__Task statement__.
Everything in the listing that follows should be reproduced exactly except the pictures.

__Information provided__.
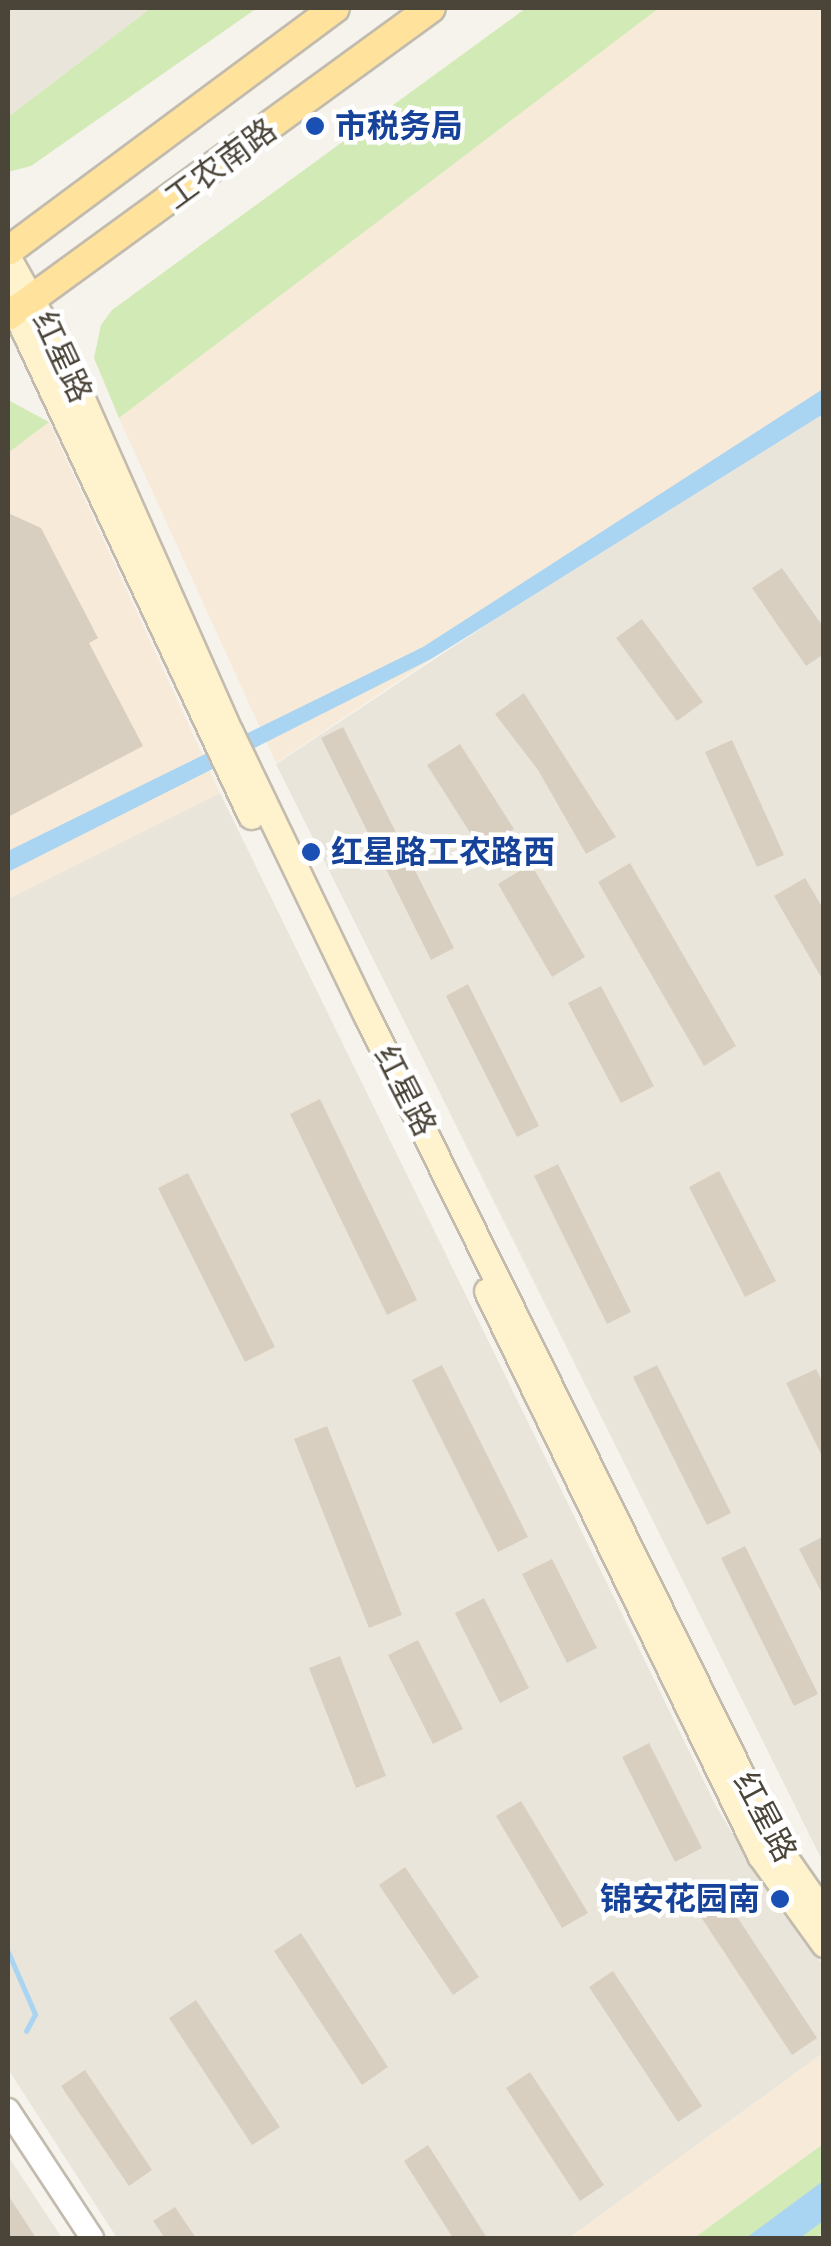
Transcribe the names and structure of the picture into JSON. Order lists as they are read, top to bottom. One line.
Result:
{"streets":{"main road":["工农南路","红星路"]},"crossings":[["工农南路","红星路"]],"places":["市税务局","红星路工农路西","锦安花园南"]}
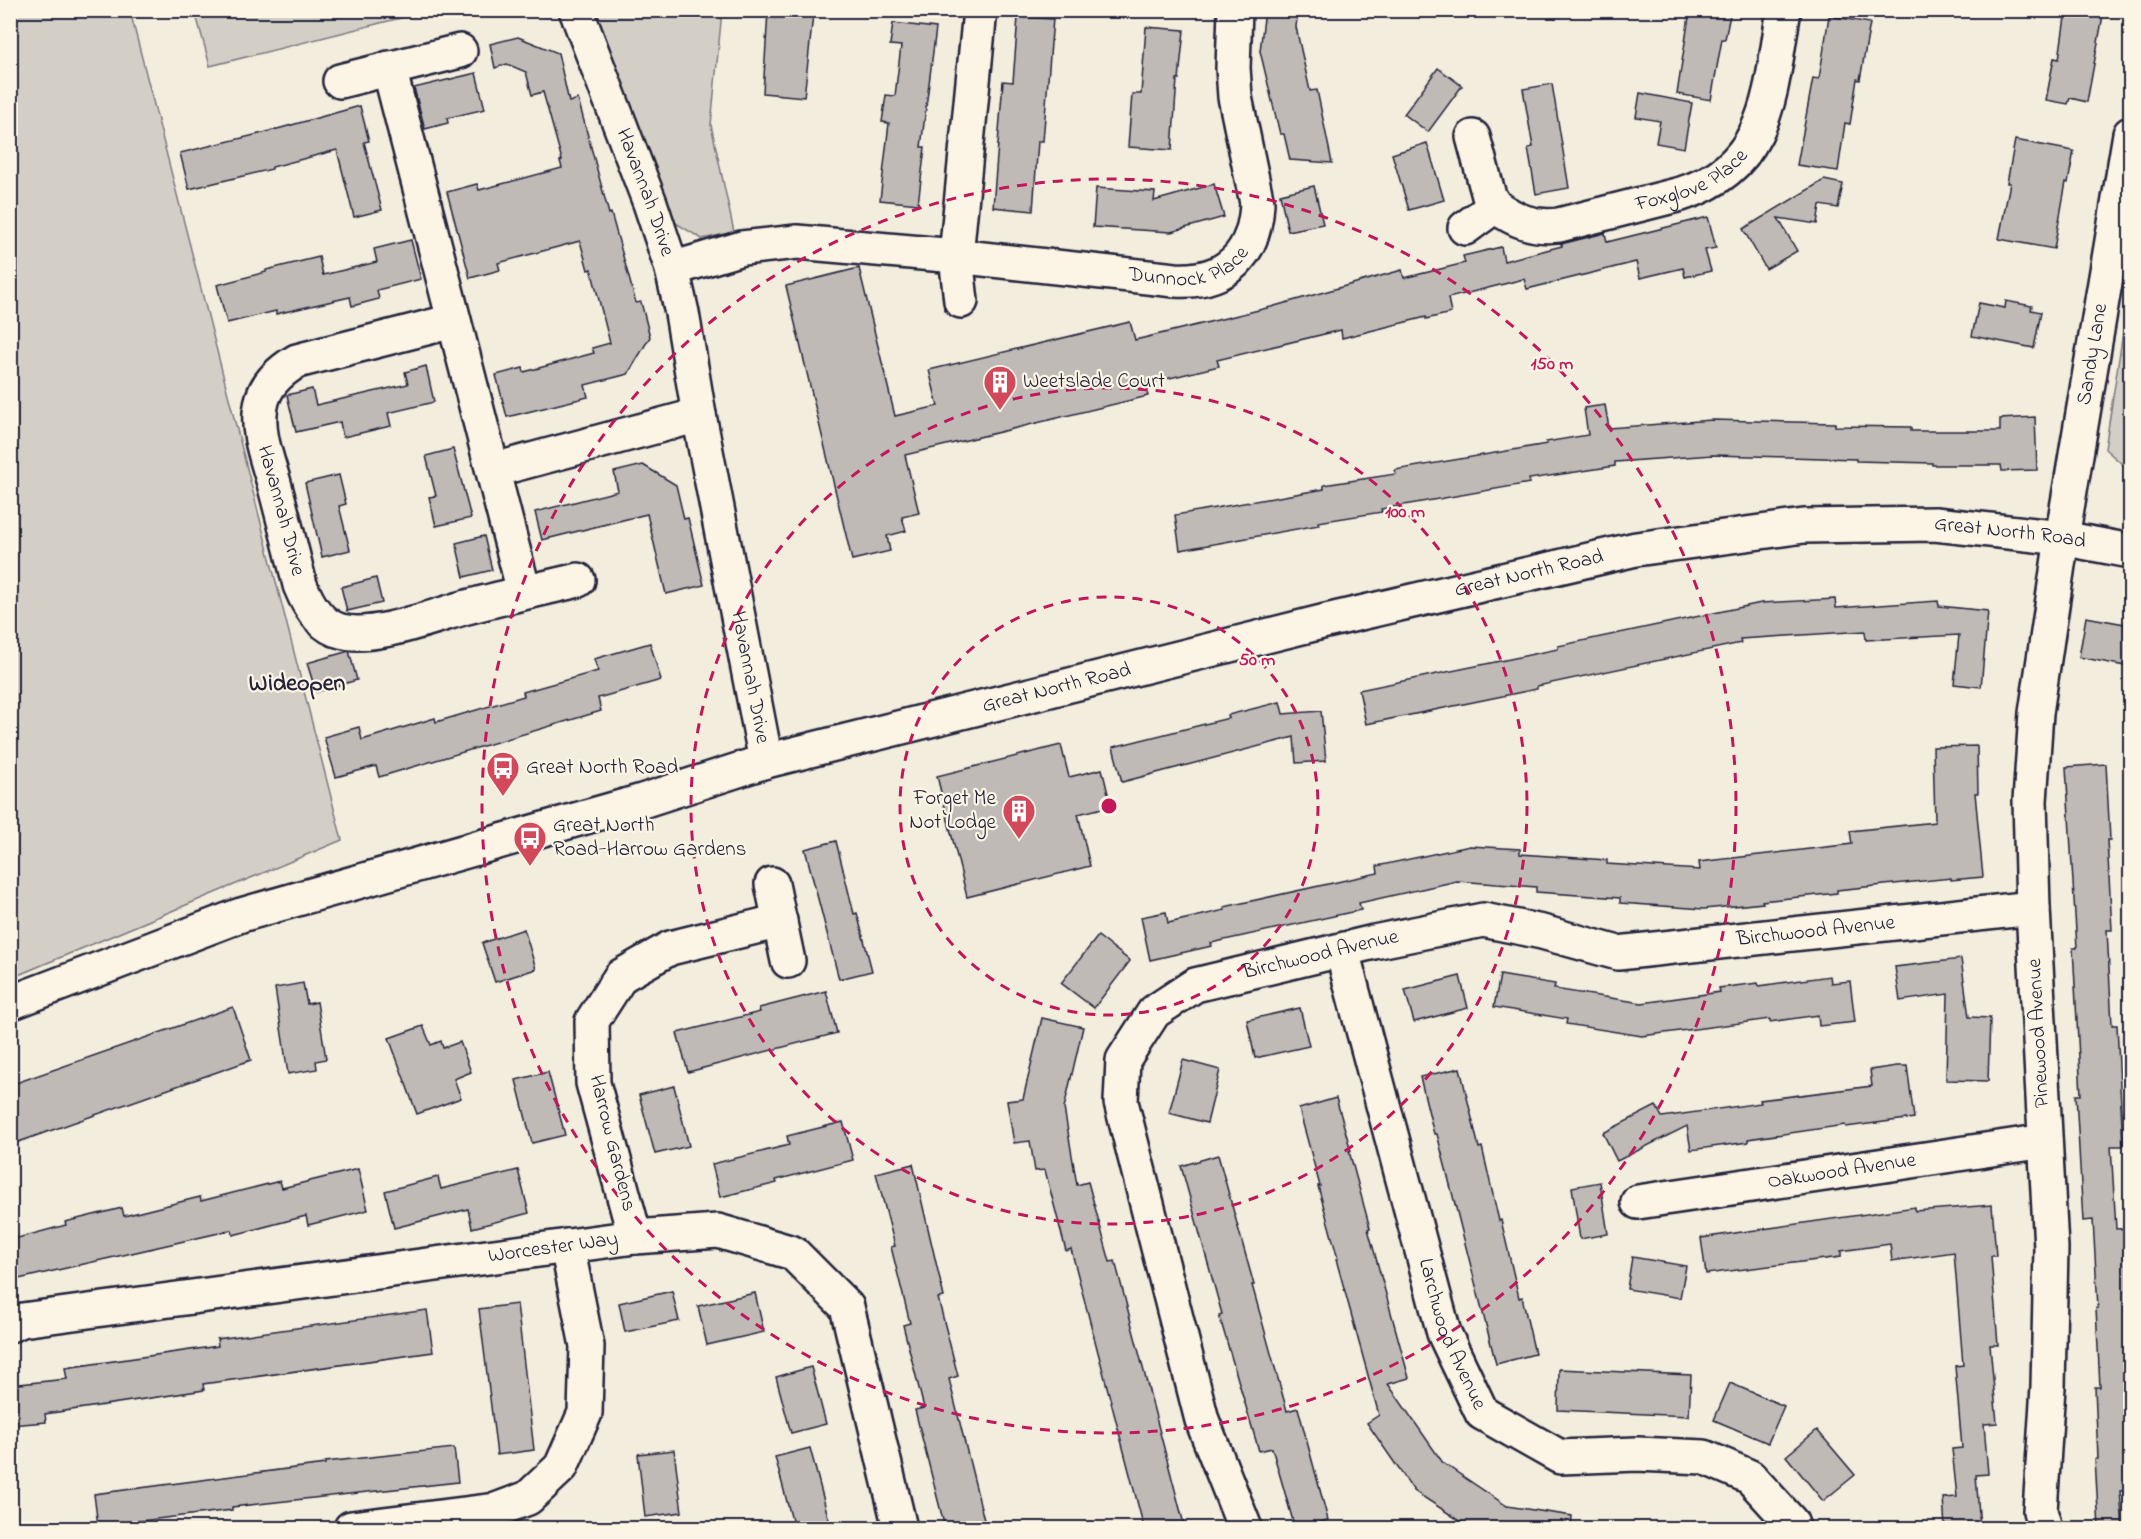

__Response box__.
Transcribe the names and structure of the picture into JSON. Order lists as they are read, top to bottom. One line.
Result:
{"streets":{"main road":["工农南路","红星路"]},"crossings":[["工农南路","红星路"]],"places":["市税务局","红星路工农路西","锦安花园南"]}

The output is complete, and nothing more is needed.